§ **Data for review**:
* * * * *

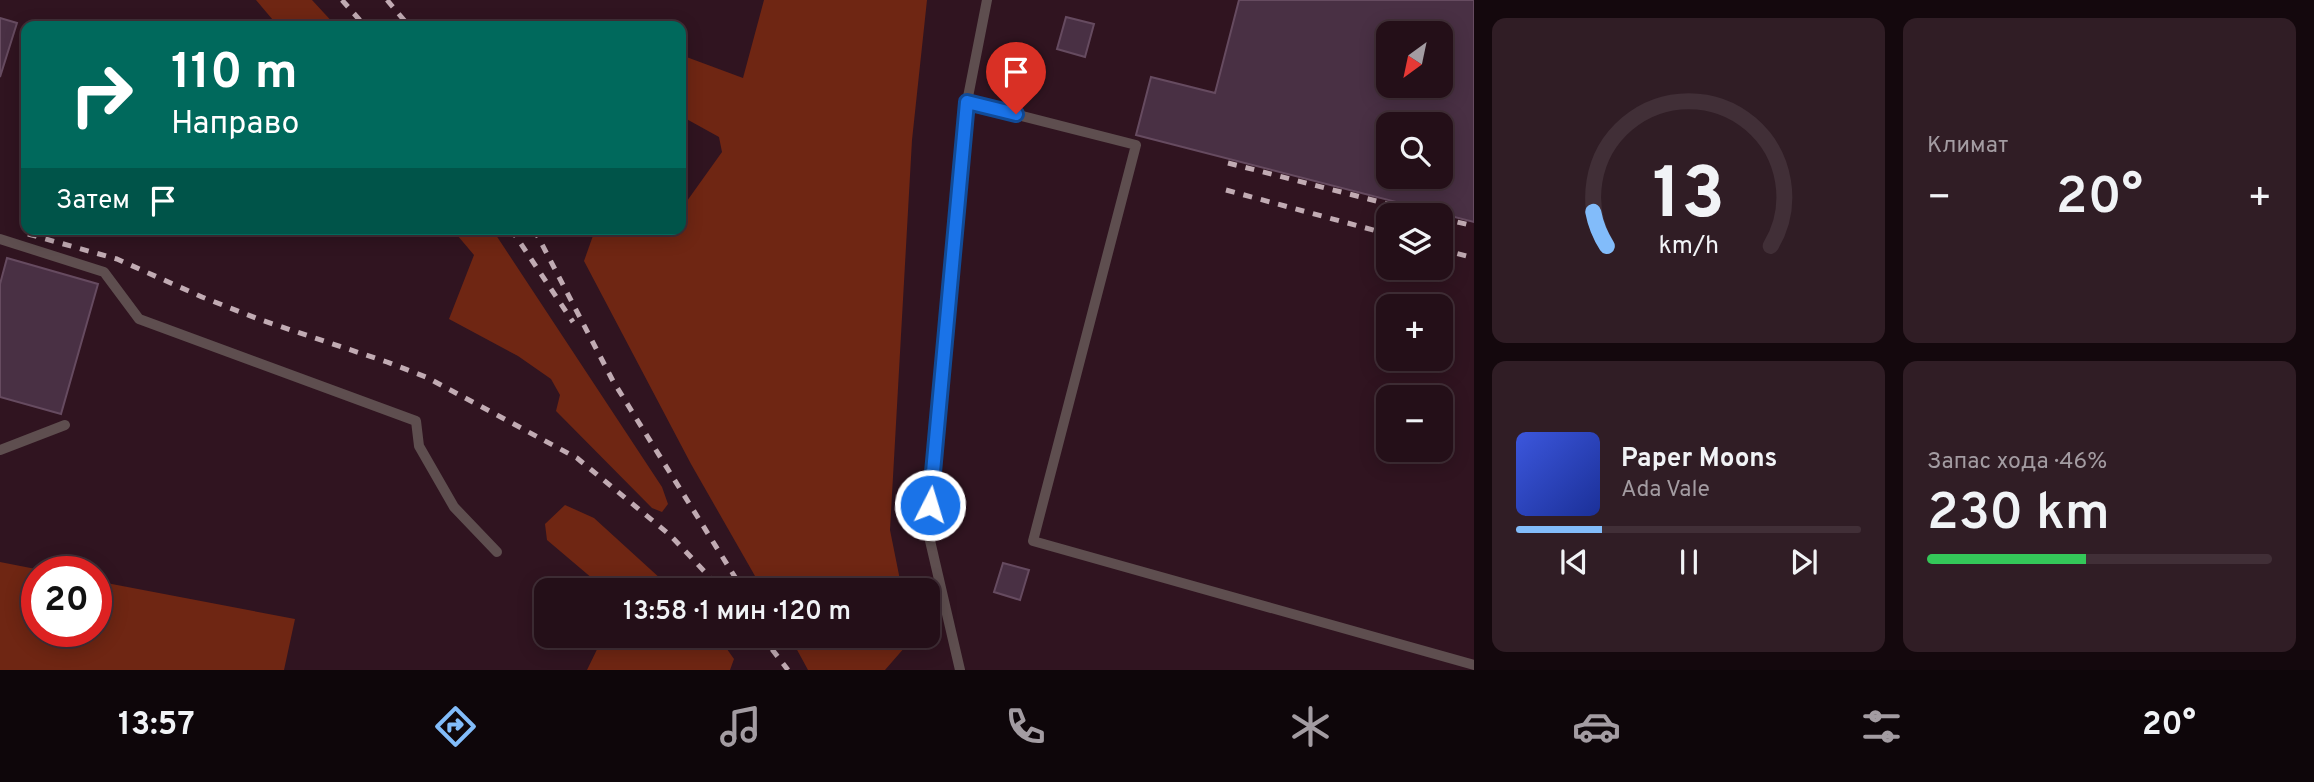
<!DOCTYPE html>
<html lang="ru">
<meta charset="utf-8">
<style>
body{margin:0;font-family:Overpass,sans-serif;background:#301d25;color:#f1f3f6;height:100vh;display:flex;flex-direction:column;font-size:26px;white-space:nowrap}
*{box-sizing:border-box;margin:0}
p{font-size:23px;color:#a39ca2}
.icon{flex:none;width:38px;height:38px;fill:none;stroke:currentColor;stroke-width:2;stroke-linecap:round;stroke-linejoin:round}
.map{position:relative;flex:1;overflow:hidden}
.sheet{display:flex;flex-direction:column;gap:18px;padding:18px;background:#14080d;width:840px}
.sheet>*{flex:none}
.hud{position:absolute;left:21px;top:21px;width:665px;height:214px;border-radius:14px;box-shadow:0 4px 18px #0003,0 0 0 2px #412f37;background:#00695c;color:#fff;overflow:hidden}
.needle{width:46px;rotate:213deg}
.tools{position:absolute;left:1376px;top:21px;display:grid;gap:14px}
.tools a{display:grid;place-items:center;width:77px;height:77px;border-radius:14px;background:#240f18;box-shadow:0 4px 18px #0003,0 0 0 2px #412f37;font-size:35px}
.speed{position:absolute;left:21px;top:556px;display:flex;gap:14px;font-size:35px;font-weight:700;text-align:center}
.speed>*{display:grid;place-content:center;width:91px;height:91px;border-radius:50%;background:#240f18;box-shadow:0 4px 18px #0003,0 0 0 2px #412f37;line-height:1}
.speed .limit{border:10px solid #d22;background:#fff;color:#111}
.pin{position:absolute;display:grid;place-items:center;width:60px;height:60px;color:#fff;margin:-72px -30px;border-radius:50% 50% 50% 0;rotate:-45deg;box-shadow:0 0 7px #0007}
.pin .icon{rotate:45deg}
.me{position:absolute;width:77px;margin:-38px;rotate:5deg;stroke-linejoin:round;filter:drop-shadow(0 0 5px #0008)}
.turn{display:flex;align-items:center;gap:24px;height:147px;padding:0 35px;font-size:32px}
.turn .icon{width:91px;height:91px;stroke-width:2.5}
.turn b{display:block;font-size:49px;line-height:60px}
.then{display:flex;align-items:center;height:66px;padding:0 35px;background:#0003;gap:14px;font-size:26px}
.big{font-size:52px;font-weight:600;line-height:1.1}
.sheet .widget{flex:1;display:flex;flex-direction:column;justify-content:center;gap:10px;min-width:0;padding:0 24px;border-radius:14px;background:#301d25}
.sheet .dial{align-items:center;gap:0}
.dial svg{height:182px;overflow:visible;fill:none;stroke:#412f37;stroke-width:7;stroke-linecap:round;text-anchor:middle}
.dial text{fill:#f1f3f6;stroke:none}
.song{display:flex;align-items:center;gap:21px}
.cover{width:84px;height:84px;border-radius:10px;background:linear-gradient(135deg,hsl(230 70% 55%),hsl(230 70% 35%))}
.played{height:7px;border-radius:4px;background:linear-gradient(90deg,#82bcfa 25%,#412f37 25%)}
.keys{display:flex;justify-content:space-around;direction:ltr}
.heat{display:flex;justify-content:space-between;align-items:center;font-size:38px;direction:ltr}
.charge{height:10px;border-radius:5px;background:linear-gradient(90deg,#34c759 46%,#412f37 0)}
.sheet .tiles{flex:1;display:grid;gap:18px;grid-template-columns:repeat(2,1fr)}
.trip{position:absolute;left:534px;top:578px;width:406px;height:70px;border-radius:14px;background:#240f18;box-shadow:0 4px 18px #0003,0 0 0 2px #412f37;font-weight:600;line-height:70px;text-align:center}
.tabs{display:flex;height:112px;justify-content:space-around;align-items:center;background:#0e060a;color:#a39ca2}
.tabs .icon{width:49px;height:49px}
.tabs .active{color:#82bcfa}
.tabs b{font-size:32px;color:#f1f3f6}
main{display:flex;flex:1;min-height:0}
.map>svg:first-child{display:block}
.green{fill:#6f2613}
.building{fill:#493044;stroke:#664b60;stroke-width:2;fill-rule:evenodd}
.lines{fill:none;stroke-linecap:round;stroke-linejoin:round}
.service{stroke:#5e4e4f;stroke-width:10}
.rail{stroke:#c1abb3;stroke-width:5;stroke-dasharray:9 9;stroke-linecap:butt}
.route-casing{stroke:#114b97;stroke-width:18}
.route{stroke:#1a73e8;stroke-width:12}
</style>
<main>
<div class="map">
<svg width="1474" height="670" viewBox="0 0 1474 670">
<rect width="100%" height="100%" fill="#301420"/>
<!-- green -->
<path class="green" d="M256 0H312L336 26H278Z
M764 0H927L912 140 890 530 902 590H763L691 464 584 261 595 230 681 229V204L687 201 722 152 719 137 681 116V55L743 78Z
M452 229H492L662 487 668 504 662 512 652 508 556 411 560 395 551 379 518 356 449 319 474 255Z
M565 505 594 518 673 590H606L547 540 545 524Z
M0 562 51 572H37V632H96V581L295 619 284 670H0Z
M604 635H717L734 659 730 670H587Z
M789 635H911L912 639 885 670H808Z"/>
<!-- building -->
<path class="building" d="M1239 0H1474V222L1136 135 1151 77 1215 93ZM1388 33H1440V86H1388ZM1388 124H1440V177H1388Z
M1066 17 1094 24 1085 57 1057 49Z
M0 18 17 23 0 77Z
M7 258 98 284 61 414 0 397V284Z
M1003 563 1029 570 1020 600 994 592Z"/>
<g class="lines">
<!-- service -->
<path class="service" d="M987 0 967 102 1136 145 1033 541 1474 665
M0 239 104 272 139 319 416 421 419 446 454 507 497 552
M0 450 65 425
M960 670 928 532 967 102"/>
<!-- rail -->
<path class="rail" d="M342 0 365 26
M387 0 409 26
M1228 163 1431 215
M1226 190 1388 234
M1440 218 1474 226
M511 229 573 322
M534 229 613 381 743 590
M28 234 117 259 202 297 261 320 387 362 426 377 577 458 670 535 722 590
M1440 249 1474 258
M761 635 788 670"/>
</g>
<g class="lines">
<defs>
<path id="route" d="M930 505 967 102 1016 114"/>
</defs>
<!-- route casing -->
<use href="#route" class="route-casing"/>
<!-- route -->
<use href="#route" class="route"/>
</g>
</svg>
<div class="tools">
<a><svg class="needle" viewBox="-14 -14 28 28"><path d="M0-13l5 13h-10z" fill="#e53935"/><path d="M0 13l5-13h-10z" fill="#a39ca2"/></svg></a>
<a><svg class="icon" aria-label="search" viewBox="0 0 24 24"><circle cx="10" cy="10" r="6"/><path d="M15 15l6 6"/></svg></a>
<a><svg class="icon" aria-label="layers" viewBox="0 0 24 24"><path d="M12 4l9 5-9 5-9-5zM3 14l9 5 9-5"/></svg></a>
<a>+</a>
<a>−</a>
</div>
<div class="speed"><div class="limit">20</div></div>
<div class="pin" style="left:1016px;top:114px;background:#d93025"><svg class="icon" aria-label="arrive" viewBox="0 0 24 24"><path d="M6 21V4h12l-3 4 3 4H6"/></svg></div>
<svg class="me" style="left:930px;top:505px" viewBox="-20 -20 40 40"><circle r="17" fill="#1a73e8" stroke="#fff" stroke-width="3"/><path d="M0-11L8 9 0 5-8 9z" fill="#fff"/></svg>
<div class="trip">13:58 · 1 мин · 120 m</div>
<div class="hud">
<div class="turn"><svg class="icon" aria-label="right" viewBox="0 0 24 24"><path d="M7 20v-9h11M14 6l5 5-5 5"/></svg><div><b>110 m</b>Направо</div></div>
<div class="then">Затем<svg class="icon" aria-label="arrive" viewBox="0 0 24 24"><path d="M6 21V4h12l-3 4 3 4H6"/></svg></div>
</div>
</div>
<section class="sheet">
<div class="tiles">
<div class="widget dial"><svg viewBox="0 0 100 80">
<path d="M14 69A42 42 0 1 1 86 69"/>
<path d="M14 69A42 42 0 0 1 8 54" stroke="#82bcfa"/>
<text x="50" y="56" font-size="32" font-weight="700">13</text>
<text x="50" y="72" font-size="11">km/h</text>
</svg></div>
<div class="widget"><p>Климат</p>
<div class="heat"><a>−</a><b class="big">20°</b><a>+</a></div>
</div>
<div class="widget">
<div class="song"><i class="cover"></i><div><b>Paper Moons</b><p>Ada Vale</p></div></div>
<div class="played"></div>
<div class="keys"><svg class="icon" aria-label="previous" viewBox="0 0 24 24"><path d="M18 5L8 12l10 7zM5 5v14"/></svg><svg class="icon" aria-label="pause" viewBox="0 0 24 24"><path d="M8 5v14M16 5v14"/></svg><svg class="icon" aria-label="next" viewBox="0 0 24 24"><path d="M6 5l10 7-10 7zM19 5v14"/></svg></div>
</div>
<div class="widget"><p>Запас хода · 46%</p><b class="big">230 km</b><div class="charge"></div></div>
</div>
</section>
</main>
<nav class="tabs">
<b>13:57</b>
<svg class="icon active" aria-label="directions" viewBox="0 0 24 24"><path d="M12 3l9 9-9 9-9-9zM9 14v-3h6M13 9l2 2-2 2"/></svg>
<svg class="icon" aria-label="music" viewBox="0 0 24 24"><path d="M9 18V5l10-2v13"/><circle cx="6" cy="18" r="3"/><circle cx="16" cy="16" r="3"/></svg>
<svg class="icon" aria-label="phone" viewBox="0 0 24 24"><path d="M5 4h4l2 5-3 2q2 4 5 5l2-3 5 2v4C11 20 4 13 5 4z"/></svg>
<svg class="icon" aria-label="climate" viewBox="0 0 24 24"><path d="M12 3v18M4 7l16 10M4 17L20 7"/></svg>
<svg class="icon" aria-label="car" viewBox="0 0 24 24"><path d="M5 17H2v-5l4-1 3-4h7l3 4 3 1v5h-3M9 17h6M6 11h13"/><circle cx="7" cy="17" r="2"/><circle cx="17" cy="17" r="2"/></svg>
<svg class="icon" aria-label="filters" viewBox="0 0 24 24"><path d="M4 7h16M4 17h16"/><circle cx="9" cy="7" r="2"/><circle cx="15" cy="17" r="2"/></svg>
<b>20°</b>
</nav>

* * * * *

§ **Exercise brief**: Copy out, in full, each line above that has the word "gradient" in it.

§ **Answer box**:
.cover{width:84px;height:84px;border-radius:10px;background:linear-gradient(135deg,hsl(230 70% 55%),hsl(230 70% 35%))}
.played{height:7px;border-radius:4px;background:linear-gradient(90deg,#82bcfa 25%,#412f37 25%)}
.charge{height:10px;border-radius:5px;background:linear-gradient(90deg,#34c759 46%,#412f37 0)}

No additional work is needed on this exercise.